Par Corentin Barsacq
Il y a quelques siècles de cela, et même quelques décennies, des paysans du Val de l’Eyre entretenaient la vigne dans le but de produire un vin bien souvent destiné au cercle familial. Certaines cultures ont persisté jusqu’au début des années 80. Plongée au cœur des petits crus de l’Eyre.
« Lavignolle », « Le Vigneau », le Vignec », les Vignes » ou encore « La Vignotte » sont des noms attribués à des lieux-dits et quartiers dans les communes du Val de l’Eyre qui témoignent des faits relatés ci-dessous. Car oui, il y a quelques temps de ça (quelques siècles), vous auriez pu déguster un vin du Val de l'Eyre pour le réveillon de la Saint-Sylvestre. Durant longtemps, des propriétaires et paysans du territoire ont entretenu la vigne afin de produire un vin bien souvent destiné au cercle familial ou encore pour diversifier les sources de revenus. Les anciens appelaient ça "la piquette" ou encore le vin de barrot.
Remontons le cours de l’histoire, à l’aube de la Révolution. Déjà, à cette époque-là, le seigneur de Salles Nicolas Pichard atteste de la présence de raisins dans sa seigneurie. Disséminées à plusieurs endroits du bassin d’Arcachon, des parcelles de vignes font en effet le bonheur de certaines familles. Mais le seigneur de Salles estime à l’époque que ses propriétés ne lui rapportent que 5 000 livres, bien loin derrière les 33 000 livres de son domaine, un certain Château-Lafite.
Le vignoble des Landes de la Gironde
Si la culture de la vigne a aujourd’hui disparu dans le Val de l’Eyre, elle constituait pourtant le vignoble des Landes de la Gironde.
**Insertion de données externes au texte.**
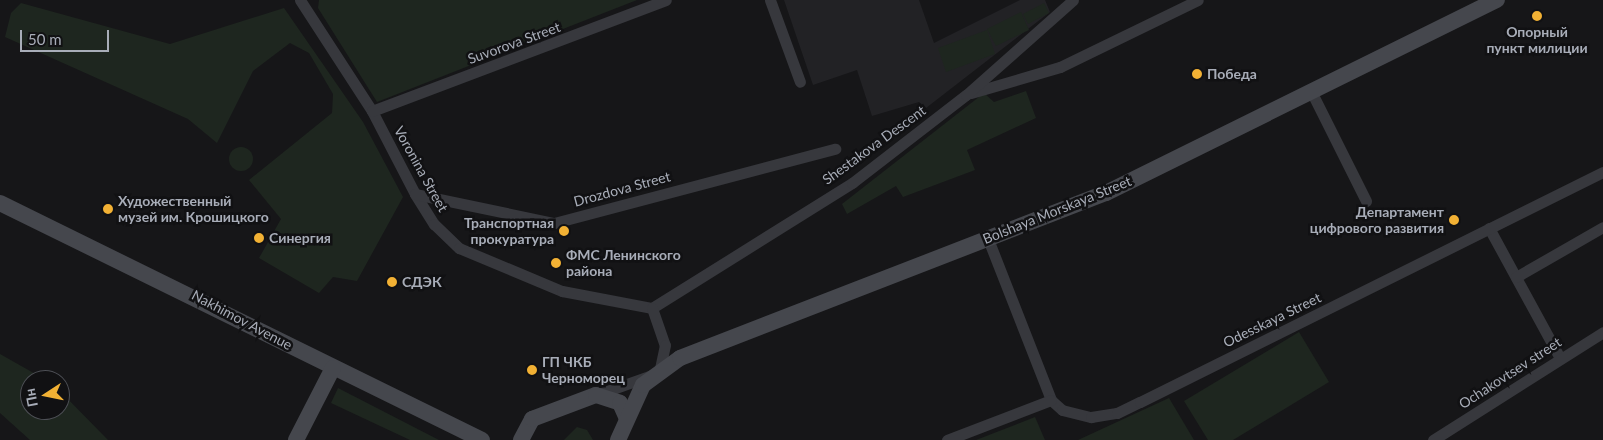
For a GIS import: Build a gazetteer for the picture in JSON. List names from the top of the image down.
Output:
{
  "streets": {
    "main road": ["Bolshaya Morskaya Street", "Nakhimov Avenue"],
    "street": [
      "Suvorova Street",
      "Shestakova Descent",
      "Voronina Street",
      "Drozdova Street",
      "Odesskaya Street",
      "Ochakovtsev street"
    ]
  },
  "crossings": [
    ["Suvorova Street", "Voronina Street"],
    ["Shestakova Descent", "Voronina Street"],
    ["Voronina Street", "Drozdova Street"]
  ],
  "places": [
    "Опорный пункт милиции",
    "Победа",
    "Художественный музей им. Крошицкого",
    "Департамент цифрового развития",
    "Транспортная прокуратура",
    "Синергия",
    "ФМС Ленинского района",
    "СДЭК",
    "ГП ЧКБ Черноморец"
  ],
  "scale_bar": "50 m",
  "north": "left"
}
On comptait par exemple six plantations entre Belin et Béliet, notamment dans l’actuel Parc Lapios ainsi que dans les quartiers de Saint-Vital, l'Hospitalet et au Graoux au XIXe siècle. Selon le professeur Frédéric Vassilière, venu sur les bords de l’Eyre en 1891, la production annuelle ne dépassait pas les dix tonneaux en moyenne. Ce dernier avait consacré une longue analyse à la vigne dans son ouvrage « Les Landes girondines, une note sur l’alios », observant notamment que cette culture était présente en abondance sur la commune de Mios, « la commune la plus viticole du canton d’Audenge ».
À Belin, c’est la propriété de M. Dutauzin, dans le bourg de Belin qui était considérée comme le plus grand vignoble de la commune puisque Frédéric Vassilière comptait quelque 14 hectares de vignes permettant de produire jusqu’à 300 hectolitres. D'autres vignobles étaient situés au Hillan, au Courchon et donc à Saint-Vital, sous l'impulsion de M. Lapios, qui avait créé un petit vignoble expérimental de trois hectares en lieu et place de l'actuel parc Lapios.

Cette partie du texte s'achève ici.